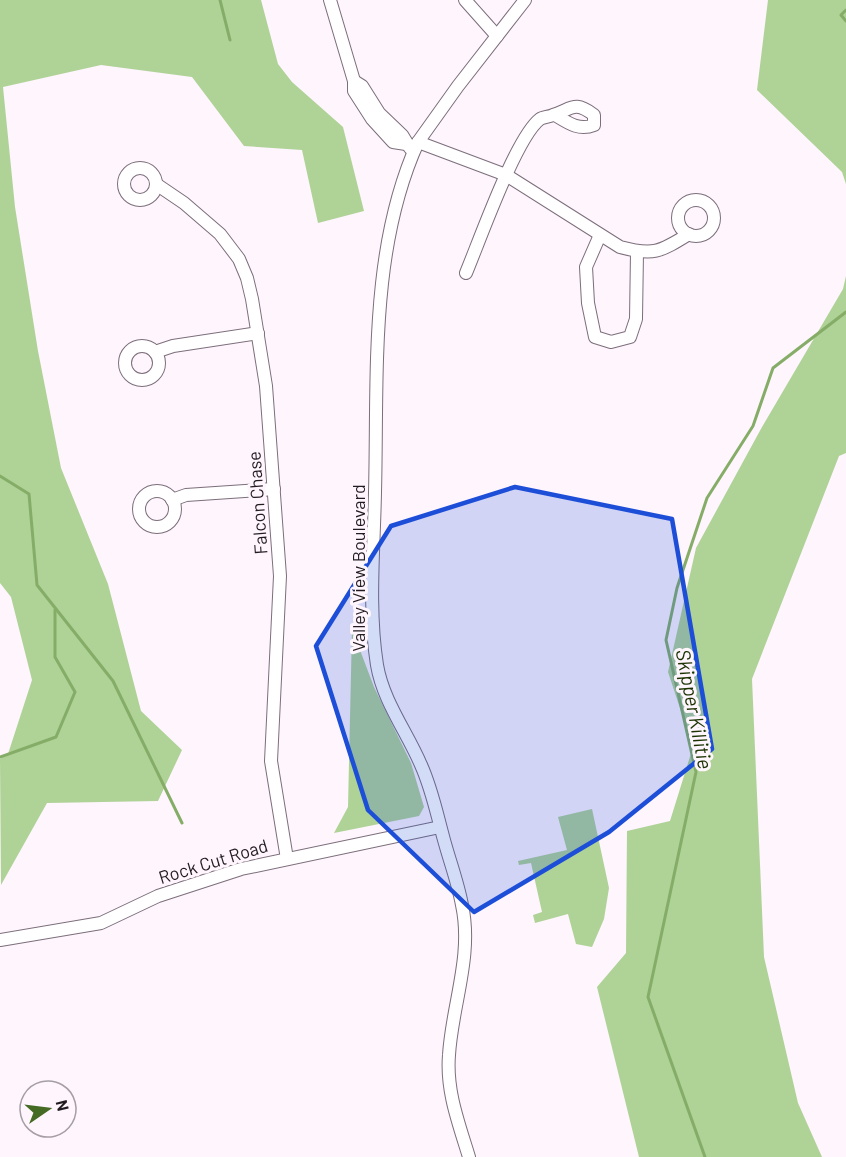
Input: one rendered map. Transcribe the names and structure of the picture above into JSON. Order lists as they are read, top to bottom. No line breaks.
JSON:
{"streets":{"street":["Falcon Chase","Valley View Boulevard","Rock Cut Road"]},"crossings":[["Falcon Chase","Rock Cut Road"],["Valley View Boulevard","Rock Cut Road"]],"water":["Skipper Killitie"],"north":"right"}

#### Exercise requirements:
Your copy of the listing should match it exactly, apart from the pictures, which are left out.

#### Completed exercise:
Input: one rendered map. Transcribe the names and structure of the picture above into JSON. Order lists as they are read, top to bottom. No line breaks.
JSON:
{"streets":{"street":["Falcon Chase","Valley View Boulevard","Rock Cut Road"]},"crossings":[["Falcon Chase","Rock Cut Road"],["Valley View Boulevard","Rock Cut Road"]],"water":["Skipper Killitie"],"north":"right"}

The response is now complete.